Work item: Make a verbatim transcription of the records, without the pictures.

Available data:
----------
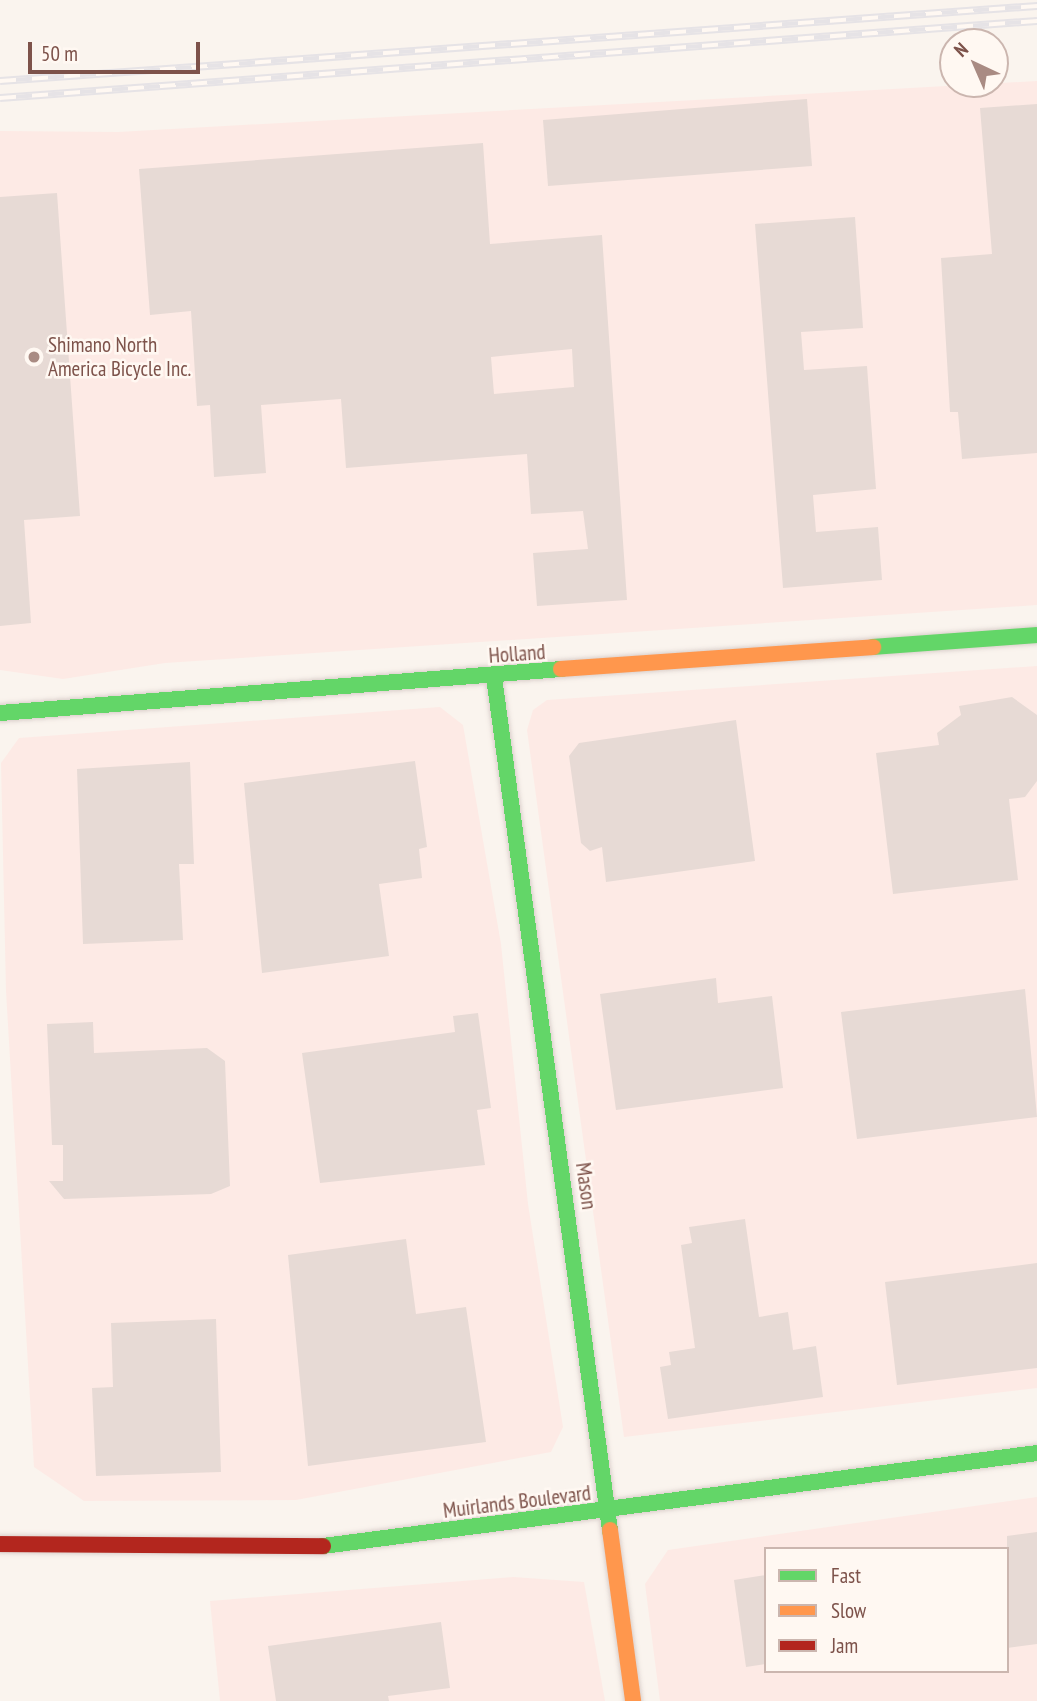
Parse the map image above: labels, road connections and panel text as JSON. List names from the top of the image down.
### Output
{
  "streets": {
    "street": ["Holland", "Mason", "Muirlands Boulevard"]
  },
  "crossings": [
    ["Holland", "Mason"],
    ["Mason", "Muirlands Boulevard"]
  ],
  "places": ["Shimano North America Bicycle Inc."],
  "legend": ["Fast", "Slow", "Jam"],
  "scale_bar": "50 m",
  "north": "top left"
}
----------
Response to this task:
Parse the map image above: labels, road connections and panel text as JSON. List names from the top of the image down.
### Output
{
  "streets": {
    "street": ["Holland", "Mason", "Muirlands Boulevard"]
  },
  "crossings": [
    ["Holland", "Mason"],
    ["Mason", "Muirlands Boulevard"]
  ],
  "places": ["Shimano North America Bicycle Inc."],
  "legend": ["Fast", "Slow", "Jam"],
  "scale_bar": "50 m",
  "north": "top left"
}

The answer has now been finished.